É difícil inovar-se ou fazer-se diferente quando se fala de uma história de amor nos dias de hoje. Já tudo foi visto e contado. Porém, mesmo com isso em mente é impossível ficarmos indiferentes à sensibilidade de The Time Traveler’s Wife. Num universo que poderia perfeitamente ter nascido da comunhão entre Nicholas Sparks e uma série da Marvel, a nova aposta da HBO Max deixa-nos rendidos pela forma como trabalha o sobrenatural sem com isso se resignar ao facilitismo do uso das capacidades paranormais do seu protagonista e ainda assim conseguir fazer um relato sobre a ausência de linearidade na relação amorosa. 

Porque nem sempre é tudo perfeito como nos filmes, porque há defeitos, porque há discussões, e tudo isso é abordado numa trama responsável que casa muito bem um assunto tão clássico como amor e algo tão atual como as viagens no tempo. É uma das produções que nos rouba o coração e nos deixa a pensar sobre ela, é imersiva sem ser demasiado pesada, e ao fim ao cabo o melhor adjetivo que lhe podemos atribuir é: Bonita. 

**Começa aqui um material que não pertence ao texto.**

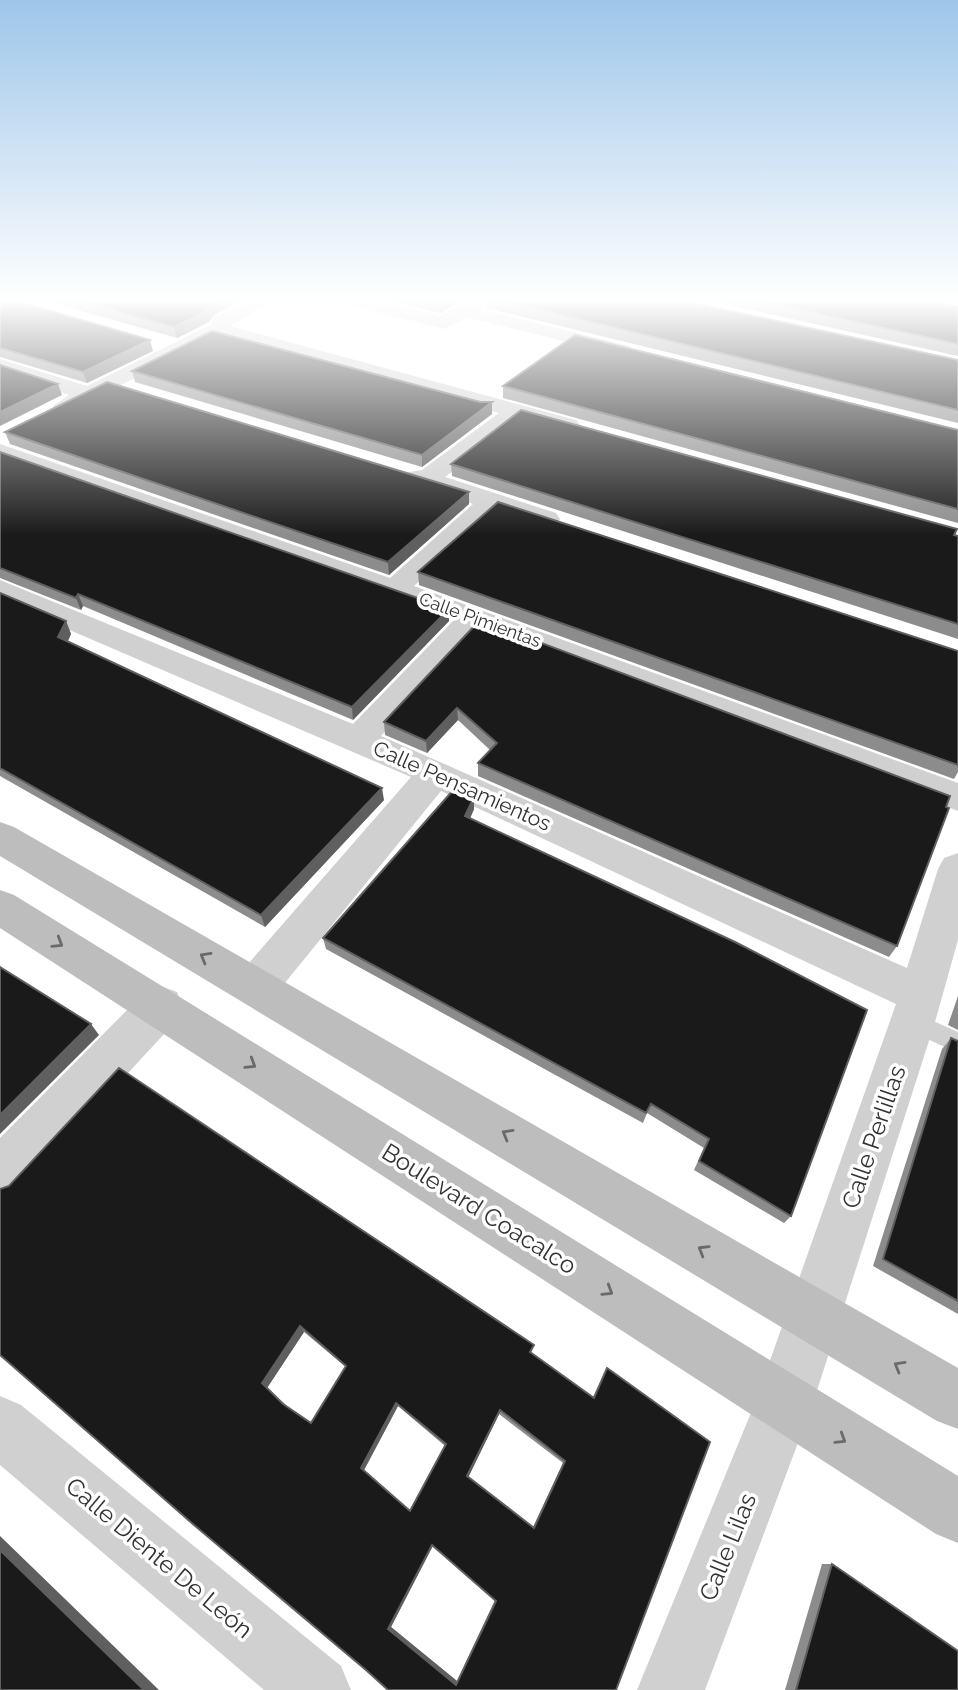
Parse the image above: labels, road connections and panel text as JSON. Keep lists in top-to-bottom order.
{
  "streets": {
    "main road": ["Boulevard Coacalco"],
    "street": [
      "Calle Pimientas",
      "Calle Pensamientos",
      "Calle Perlillas",
      "Calle Lilas",
      "Calle Diente De León"
    ]
  },
  "crossings": [
    ["Calle Pensamientos", "Calle Perlillas"],
    ["Calle Perlillas", "Boulevard Coacalco"],
    ["Calle Perlillas", "Calle Lilas"],
    ["Boulevard Coacalco", "Calle Lilas"]
  ]
}
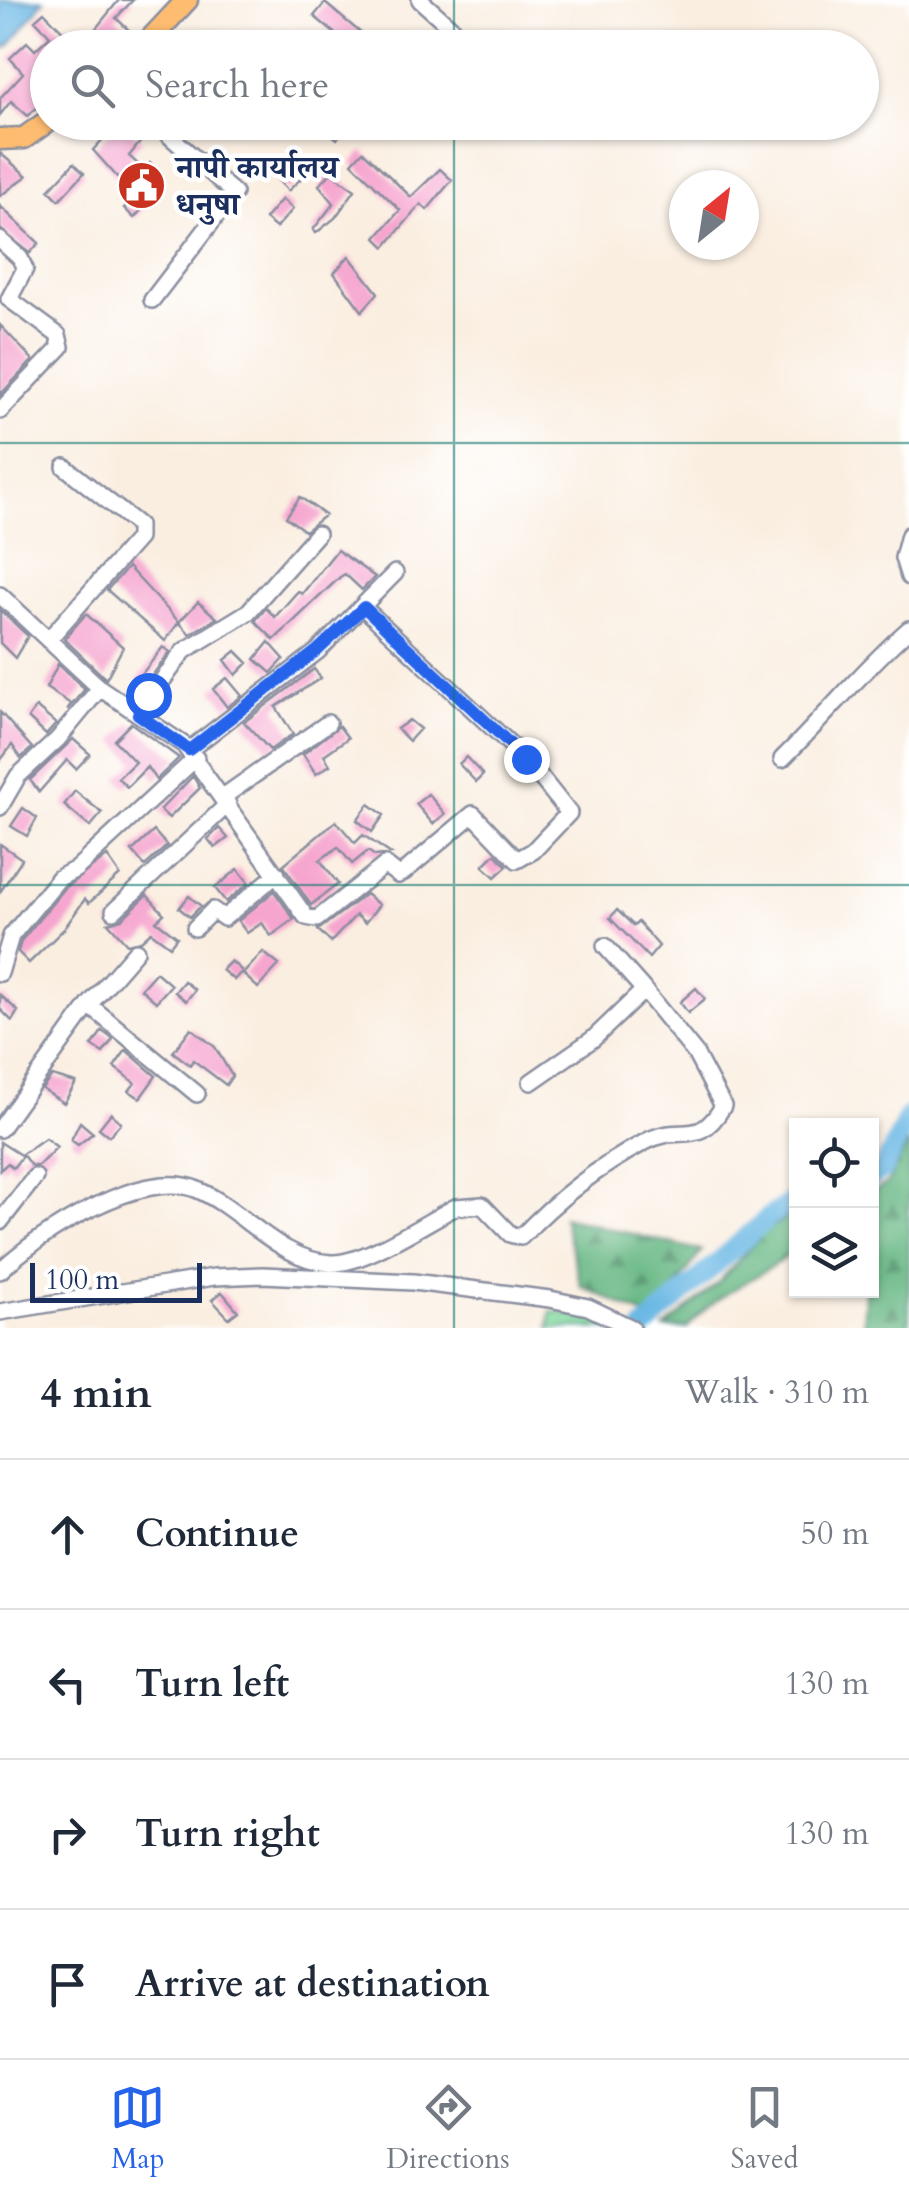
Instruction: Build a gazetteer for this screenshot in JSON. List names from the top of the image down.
{
  "places": {
    "public building": ["नापी कार्यालय धनुषा"]
  },
  "scale_bar": "100 m",
  "north": "top right",
  "page": {
    "search": "Search here",
    "scale": "100 m",
    "heading": ["4 min", "Walk · 310 m"],
    "list": [
      ["Continue", "50 m"],
      ["Turn left", "130 m"],
      ["Turn right", "130 m"],
      "Arrive at destination"
    ],
    "nav": ["Map", "Directions", "Saved"]
  }
}
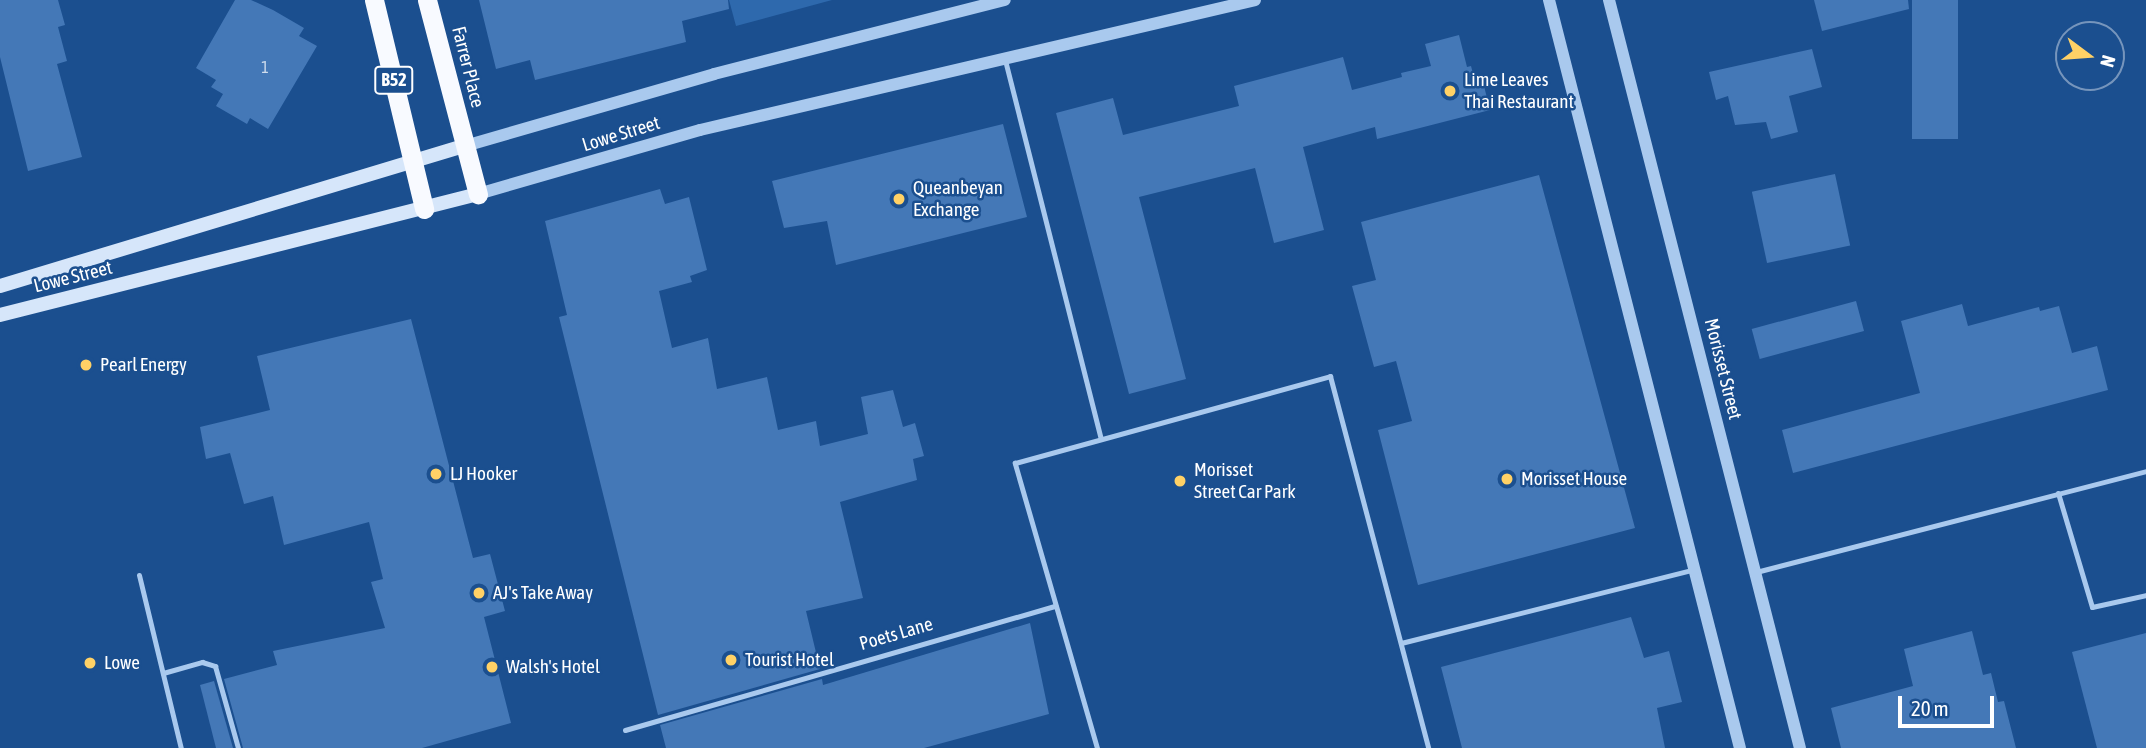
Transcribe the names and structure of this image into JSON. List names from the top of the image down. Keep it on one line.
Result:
{"streets":{"highway":["Farrer Place","B52"],"main road":["Lowe Street"],"street":["Morisset Street"],"lane":["Poets Lane"]},"crossings":[["Farrer Place","B52"],["Farrer Place","Lowe Street"],["B52","Lowe Street"]],"places":["Lime Leaves Thai Restaurant","Queanbeyan Exchange","Pearl Energy","LJ Hooker","Morisset House","Morisset Street Car Park","AJ's Take Away","Tourist Hotel","Lowe","Walsh's Hotel"],"house_numbers":["1"],"scale_bar":"20 m","north":"right"}
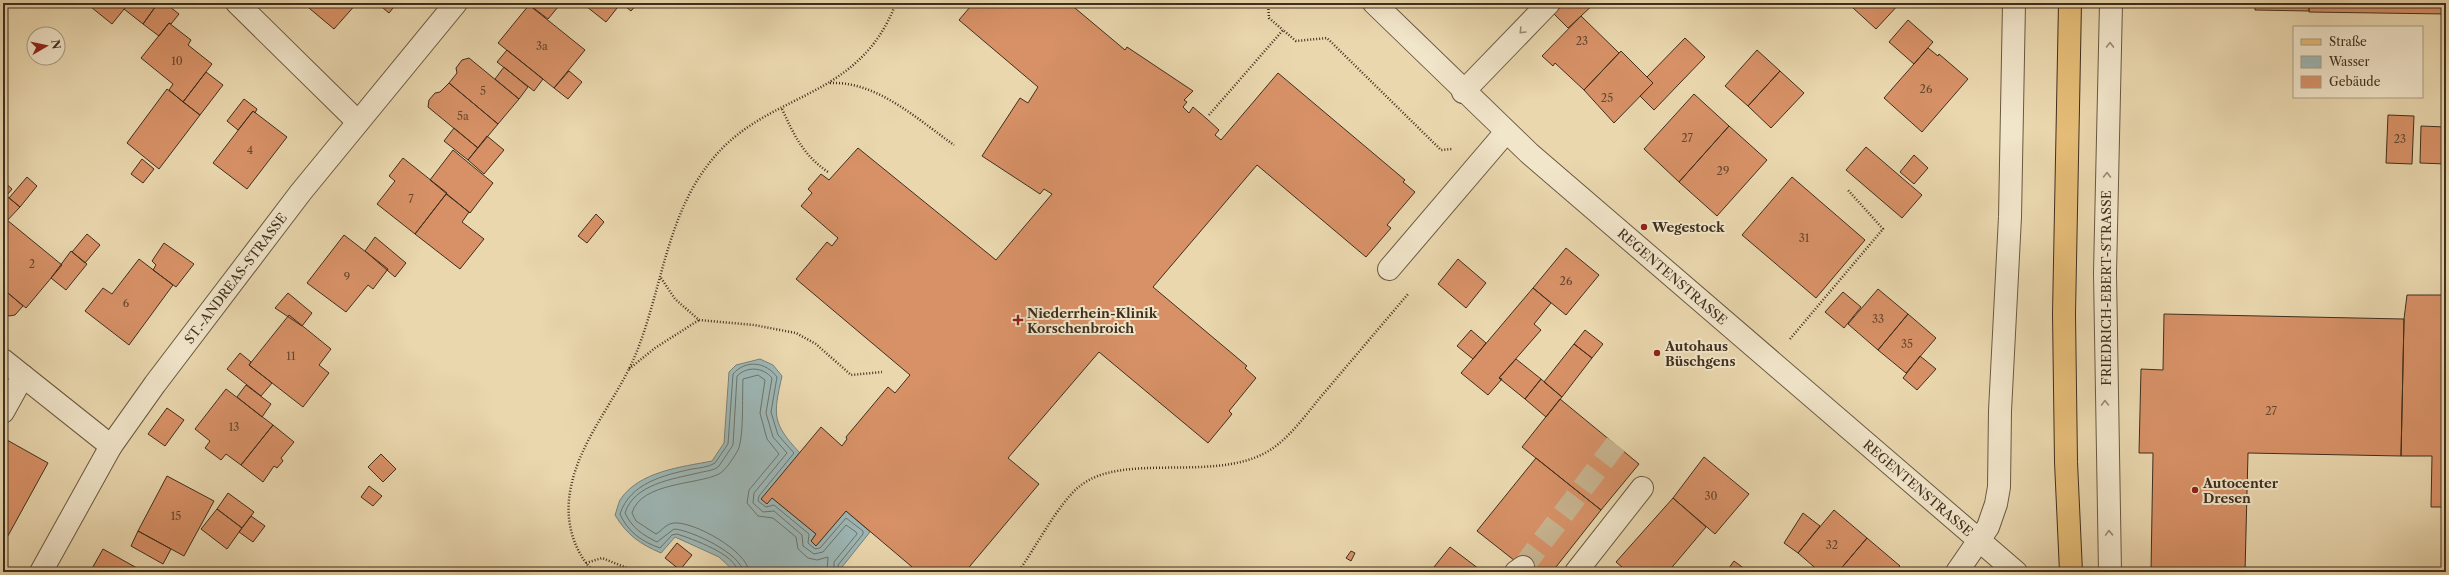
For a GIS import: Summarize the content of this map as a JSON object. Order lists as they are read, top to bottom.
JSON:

Falamos-te disto e de muito mais nesta edição do Coming Up onde prometemos convencer-te a doares o tempo a uma história de amor que não é como todas as outras. Fica connosco. 

Vamos do princípio, numa história onde é preciso algum foco para não nos perdermos nas linhas temporais. Quando trabalhamos com o tempo a tendência é que tudo acabe por ficar uma salganhada cheia de incoerências e soluções fáceis, mas débeis na sua justificação. 

Aqui, o conceito é explicado logo à partida: Henry consegue viajar no tempo devido a uma malformação genética que o coloca fora de controlo. Sem nunca dominar os seus poderes, Henry vai indo e vindo a vários momentos da sua existência no plano terrestre, vivendo uma vida que é espartilhada entre presente, passado e futuro com eventos que não seguem a cronologia habitual da vida pacata de cada um de nós.

E este é um ponto fundamental para entendermos a série como algo distinto e diferente. Henry não tem controlo sobre os seus “poderes”. A bênção que tantos desejam quando assistem a filme de super-heróis pode trazer consequências bem mais graves do que podemos imaginar. 


Henry é um homem singular, não só pela sua condição, mas porque à medida que a série avança vamos percebendo que toda a passagem dele pela vida é feita com peças de puzzle que colam momentos entre si em diferentes. 


Por exemplo, no plano “presente”, Henry prepara-se para casar com Clare, mas na verdade o primeiro encontro dos dois aconteceu durante a infância da rapariga. E todo esse crescendo de momentos desconexos vai-nos aproximando dos protagonistas, conseguimos ter um entendimento da personalidade imatura de Henry, ao mesmo tempo que lhe gabamos o intelecto para no meio da completa confusão que é a sua existência ele conseguir ter discernimento suficiente para agir como um ser humano normal. 


Mas não é apenas isso, conseguimos sentir a raiva de Clare enquanto ficamos fascinados com a forma como ela o vai aceitando aos poucos, como ela o odeia, como ele a revolta, e como ele se vai moldando junto com ela numa história de amor que une estas duas almas de uma forma absurdamente filosófica e apaixonante.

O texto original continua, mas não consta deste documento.